Editing with Autocrit, Pass the Preparation E Please

It’s editing time once again. I have recently finished the third book in the Keya Quests installment, and have begun the painful task of editing. To give you an idea of how much I enjoy editing, let me say I keep a poker heating in the fireplace always ready to burn my eyes out and end my misery. My usual editing process which is an evolving process consists of the following:

1) Basic first round of editing to tighten the story, remove the obvious redundancies and basic clean up.

2) I pass the book through autocrit one chapter at a time.

3) send the manuscript to beta readers.

4) clean up.

5) proofing

6) final read through, last-minute tightening.

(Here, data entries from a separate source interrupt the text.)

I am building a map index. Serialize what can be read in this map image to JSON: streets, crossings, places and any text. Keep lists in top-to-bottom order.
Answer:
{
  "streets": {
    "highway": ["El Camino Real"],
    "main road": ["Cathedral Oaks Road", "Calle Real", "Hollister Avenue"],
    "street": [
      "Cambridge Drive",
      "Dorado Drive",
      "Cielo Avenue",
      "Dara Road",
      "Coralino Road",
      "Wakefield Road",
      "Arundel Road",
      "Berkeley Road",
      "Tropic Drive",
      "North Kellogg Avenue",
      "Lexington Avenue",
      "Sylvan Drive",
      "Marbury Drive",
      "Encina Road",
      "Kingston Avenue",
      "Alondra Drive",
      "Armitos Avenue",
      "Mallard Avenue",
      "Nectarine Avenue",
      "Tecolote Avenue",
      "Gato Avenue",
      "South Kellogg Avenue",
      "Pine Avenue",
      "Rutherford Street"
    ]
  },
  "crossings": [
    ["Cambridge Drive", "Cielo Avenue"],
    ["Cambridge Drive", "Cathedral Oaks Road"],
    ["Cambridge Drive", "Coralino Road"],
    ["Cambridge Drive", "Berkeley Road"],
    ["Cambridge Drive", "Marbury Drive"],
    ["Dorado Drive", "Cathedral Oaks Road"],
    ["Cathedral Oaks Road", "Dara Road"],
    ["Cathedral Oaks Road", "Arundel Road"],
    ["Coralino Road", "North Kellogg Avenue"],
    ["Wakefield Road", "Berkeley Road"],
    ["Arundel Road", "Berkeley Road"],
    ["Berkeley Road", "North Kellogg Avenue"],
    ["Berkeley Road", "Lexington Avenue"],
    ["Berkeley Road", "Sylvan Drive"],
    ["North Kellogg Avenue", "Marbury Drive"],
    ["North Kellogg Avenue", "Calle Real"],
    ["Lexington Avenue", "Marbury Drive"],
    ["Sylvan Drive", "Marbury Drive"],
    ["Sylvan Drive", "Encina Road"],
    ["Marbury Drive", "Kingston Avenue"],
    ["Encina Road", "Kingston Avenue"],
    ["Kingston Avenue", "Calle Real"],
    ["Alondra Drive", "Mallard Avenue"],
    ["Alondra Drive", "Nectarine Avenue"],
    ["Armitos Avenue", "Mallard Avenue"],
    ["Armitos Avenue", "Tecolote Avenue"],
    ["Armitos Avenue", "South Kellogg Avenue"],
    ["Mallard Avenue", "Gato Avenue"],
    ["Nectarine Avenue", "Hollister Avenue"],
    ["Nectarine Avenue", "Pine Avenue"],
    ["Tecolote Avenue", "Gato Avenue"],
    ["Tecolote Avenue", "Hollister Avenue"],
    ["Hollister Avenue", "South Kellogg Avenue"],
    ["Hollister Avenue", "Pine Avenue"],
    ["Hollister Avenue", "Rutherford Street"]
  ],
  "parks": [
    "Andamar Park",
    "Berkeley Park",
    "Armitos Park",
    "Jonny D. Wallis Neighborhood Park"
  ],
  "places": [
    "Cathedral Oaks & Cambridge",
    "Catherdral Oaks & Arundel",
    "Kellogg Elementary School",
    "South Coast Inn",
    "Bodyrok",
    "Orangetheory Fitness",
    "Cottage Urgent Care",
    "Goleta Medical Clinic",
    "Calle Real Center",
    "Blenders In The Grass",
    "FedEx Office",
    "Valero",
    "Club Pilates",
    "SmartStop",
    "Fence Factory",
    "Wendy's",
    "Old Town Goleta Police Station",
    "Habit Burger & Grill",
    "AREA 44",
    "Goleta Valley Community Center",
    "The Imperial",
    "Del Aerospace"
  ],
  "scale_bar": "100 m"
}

Most of the steps, while tedious, are tolerable. It is step 2 that causes me to reach for the hot poker, my friend autocrit. For those not familiar with the product. It is an online  manuscript editing tool subscription service. It analyzes your manuscript, pointing out redundancies, over used words, homonyms, clichés, and repeated phrases to name a few. As much as I hate using the tool, I have to admit, my writing is better because of it. However, each subscription to the service should come with a tube of preparation E to ease the editing pain.

I have not figured out where autocrit gets it’s averages for over used words, but I find it odd that if  I use “watch/observe/see”  any one of  those three twice in 2000 words, I am told I have over used them. If I use the word “look” more than once every 200o words, I get the same message. I think they should widen the genre they use for obtaining their averages, but then again, maybe it’s just me.

The homonym tab in autocrit, while I know it’s intention, what you often end up with is a chapter full of underlined words. Doesn’t mean any are misused, but here are so many homonyms highlighted, that it questions the efficiency. Don’t get me wrong, as I stated earlier, I use autocrit because I am convinced my work is better because of it. I wish only there was a way to lessen the pain. My current manuscript is over 150k words. Editing nights and weekends, it will take 2 1/2-3 weeks to work it through autocrit. 6k words at a time.

I long for the day when some genius bottles a preparation E  to ease the pain of editing. Until then, I keep my poker handy, always hot.